● **Information given**
* * * * *
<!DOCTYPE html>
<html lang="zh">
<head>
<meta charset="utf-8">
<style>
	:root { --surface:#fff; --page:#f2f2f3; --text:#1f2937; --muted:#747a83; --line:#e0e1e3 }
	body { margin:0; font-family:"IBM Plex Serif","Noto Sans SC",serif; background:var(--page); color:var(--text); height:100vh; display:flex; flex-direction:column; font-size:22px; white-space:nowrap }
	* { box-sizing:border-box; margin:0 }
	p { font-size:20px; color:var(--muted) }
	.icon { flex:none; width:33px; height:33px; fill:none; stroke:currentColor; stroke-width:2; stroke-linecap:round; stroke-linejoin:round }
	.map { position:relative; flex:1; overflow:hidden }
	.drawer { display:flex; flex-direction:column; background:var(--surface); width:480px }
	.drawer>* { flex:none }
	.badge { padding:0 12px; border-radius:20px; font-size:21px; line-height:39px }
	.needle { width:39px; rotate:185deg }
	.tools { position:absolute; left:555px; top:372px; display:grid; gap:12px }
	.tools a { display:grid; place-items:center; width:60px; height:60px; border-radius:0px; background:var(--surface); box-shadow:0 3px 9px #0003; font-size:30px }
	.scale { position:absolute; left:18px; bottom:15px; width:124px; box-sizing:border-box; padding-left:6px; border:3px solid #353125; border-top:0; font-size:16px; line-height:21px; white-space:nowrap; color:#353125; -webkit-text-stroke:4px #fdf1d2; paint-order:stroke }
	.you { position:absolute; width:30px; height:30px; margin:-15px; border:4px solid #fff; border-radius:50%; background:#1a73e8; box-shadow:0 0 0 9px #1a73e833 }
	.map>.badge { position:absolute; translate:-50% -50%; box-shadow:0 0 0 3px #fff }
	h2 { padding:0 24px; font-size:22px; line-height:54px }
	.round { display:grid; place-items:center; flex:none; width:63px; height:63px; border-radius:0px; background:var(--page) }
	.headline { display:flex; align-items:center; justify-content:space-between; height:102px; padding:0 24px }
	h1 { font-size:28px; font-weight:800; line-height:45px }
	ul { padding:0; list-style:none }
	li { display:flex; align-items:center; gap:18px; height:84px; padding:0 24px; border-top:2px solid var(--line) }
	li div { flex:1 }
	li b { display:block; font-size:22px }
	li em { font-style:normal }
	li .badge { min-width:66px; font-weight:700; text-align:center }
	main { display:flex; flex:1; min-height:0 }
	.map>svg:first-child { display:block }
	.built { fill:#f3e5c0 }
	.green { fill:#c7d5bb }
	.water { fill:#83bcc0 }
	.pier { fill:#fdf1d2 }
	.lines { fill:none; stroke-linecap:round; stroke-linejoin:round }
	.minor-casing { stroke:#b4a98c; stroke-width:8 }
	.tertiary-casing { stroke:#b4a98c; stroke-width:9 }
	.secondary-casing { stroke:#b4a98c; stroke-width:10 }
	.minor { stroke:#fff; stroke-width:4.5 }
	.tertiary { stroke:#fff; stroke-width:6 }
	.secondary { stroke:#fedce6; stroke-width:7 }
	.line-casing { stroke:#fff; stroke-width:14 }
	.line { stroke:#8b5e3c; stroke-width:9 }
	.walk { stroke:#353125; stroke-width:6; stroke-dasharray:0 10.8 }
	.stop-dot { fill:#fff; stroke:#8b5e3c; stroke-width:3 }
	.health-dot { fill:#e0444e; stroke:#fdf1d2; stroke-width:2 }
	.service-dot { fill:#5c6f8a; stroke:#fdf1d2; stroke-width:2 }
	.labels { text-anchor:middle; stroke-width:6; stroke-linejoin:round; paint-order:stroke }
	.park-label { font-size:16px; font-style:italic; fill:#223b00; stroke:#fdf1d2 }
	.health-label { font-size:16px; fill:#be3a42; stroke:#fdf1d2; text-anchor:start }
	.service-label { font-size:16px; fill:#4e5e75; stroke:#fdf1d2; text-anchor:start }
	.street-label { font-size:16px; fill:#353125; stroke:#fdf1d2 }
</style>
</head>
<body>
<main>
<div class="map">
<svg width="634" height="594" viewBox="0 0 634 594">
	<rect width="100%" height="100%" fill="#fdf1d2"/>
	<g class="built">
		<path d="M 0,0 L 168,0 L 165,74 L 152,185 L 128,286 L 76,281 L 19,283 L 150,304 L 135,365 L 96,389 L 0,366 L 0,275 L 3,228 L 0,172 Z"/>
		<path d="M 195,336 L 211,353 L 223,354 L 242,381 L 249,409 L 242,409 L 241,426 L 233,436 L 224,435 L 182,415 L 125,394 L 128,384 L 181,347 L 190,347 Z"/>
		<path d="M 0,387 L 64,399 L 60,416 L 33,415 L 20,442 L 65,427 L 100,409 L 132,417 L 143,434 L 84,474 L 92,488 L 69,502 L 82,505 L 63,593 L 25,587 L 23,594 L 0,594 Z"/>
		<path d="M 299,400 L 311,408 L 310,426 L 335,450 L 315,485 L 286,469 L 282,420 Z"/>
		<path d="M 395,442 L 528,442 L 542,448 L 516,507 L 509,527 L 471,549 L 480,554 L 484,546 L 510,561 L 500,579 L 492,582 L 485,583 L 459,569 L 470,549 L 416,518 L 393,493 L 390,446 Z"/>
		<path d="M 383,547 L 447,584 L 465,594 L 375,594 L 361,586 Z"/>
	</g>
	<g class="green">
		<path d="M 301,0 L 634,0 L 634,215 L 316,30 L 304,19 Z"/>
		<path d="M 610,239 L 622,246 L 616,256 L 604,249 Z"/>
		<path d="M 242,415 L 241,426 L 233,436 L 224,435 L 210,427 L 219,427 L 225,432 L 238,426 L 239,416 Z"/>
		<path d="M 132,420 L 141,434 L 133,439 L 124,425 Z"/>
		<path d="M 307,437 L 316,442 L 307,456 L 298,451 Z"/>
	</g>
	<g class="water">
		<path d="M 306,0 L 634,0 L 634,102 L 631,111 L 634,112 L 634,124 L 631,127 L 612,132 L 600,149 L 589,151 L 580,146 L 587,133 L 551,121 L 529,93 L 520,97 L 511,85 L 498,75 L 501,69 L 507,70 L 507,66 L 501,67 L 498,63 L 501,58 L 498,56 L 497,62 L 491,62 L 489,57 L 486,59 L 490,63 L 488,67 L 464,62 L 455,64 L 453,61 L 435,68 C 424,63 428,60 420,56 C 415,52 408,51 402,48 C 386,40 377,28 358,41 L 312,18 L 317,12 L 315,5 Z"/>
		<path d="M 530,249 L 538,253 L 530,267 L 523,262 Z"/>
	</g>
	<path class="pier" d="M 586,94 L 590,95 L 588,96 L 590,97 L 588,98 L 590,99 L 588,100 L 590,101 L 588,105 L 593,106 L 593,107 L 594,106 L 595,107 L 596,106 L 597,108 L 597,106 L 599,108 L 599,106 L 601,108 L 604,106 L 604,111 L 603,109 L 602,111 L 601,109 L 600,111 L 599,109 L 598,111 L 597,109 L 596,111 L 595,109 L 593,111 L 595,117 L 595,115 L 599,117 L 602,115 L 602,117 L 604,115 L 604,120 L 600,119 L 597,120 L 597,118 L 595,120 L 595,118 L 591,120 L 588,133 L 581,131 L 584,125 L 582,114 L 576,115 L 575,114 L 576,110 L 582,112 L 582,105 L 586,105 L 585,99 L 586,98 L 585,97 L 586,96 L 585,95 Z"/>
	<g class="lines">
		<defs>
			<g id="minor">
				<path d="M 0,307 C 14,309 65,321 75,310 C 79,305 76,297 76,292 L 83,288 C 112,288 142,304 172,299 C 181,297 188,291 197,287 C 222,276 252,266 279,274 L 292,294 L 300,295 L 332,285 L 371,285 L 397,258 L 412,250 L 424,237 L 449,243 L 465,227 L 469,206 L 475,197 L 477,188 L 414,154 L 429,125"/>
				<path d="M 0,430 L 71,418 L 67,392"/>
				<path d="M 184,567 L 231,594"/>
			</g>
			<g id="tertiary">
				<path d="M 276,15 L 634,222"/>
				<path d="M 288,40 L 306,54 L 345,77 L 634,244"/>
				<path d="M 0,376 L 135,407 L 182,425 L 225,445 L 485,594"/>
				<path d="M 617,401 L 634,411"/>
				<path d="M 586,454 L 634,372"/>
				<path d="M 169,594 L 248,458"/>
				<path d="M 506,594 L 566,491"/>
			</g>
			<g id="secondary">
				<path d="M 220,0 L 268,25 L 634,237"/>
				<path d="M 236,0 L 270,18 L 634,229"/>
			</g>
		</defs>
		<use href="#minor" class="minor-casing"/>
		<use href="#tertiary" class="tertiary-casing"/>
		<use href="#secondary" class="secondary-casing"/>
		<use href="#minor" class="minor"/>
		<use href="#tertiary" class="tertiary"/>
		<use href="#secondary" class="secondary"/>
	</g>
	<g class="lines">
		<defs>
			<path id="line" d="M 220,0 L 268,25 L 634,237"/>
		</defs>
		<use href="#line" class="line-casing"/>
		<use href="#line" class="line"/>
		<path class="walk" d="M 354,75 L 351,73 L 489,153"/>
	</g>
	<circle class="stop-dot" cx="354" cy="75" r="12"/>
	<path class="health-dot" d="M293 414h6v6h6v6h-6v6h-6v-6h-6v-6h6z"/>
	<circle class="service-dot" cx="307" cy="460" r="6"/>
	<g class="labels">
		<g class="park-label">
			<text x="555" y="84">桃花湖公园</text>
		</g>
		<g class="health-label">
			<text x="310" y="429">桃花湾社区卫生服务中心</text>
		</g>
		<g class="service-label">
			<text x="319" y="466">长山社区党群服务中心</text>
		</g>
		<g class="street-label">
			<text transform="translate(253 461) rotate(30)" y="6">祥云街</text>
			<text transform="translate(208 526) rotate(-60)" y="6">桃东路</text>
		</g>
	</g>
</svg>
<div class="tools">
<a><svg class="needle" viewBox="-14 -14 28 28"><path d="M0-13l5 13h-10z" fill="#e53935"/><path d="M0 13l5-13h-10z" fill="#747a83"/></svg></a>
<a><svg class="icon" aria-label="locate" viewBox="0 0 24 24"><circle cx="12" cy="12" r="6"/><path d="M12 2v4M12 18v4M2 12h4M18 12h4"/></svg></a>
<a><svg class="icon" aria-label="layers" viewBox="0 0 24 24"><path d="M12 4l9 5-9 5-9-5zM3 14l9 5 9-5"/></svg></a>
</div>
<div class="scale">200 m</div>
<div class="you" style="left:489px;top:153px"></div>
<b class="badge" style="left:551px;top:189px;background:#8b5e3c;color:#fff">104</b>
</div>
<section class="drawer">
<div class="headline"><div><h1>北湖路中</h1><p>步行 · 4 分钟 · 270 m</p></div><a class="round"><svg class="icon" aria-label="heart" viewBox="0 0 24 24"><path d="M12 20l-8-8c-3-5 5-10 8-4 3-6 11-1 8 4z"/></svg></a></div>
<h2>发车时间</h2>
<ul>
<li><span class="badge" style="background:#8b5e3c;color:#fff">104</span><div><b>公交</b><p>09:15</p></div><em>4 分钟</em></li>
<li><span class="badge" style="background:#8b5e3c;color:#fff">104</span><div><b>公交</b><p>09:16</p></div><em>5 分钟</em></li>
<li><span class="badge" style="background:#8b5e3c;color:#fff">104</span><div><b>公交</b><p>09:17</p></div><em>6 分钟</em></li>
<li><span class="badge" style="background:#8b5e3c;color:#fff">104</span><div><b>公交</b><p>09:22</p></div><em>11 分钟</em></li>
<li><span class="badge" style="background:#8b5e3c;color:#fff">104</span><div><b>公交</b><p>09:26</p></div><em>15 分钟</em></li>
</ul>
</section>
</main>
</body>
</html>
* * * * *
● **What you need to do**
Search the data above for "pier" and copy every line where it turns up.

● **Result of the exercise**
	.pier { fill:#fdf1d2 }
	<path class="pier" d="M 586,94 L 590,95 L 588,96 L 590,97 L 588,98 L 590,99 L 588,100 L 590,101 L 588,105 L 593,106 L 593,107 L 594,106 L 595,107 L 596,106 L 597,108 L 597,106 L 599,108 L 599,106 L 601,108 L 604,106 L 604,111 L 603,109 L 602,111 L 601,109 L 600,111 L 599,109 L 598,111 L 597,109 L 596,111 L 595,109 L 593,111 L 595,117 L 595,115 L 599,117 L 602,115 L 602,117 L 604,115 L 604,120 L 600,119 L 597,120 L 597,118 L 595,120 L 595,118 L 591,120 L 588,133 L 581,131 L 584,125 L 582,114 L 576,115 L 575,114 L 576,110 L 582,112 L 582,105 L 586,105 L 585,99 L 586,98 L 585,97 L 586,96 L 585,95 Z"/>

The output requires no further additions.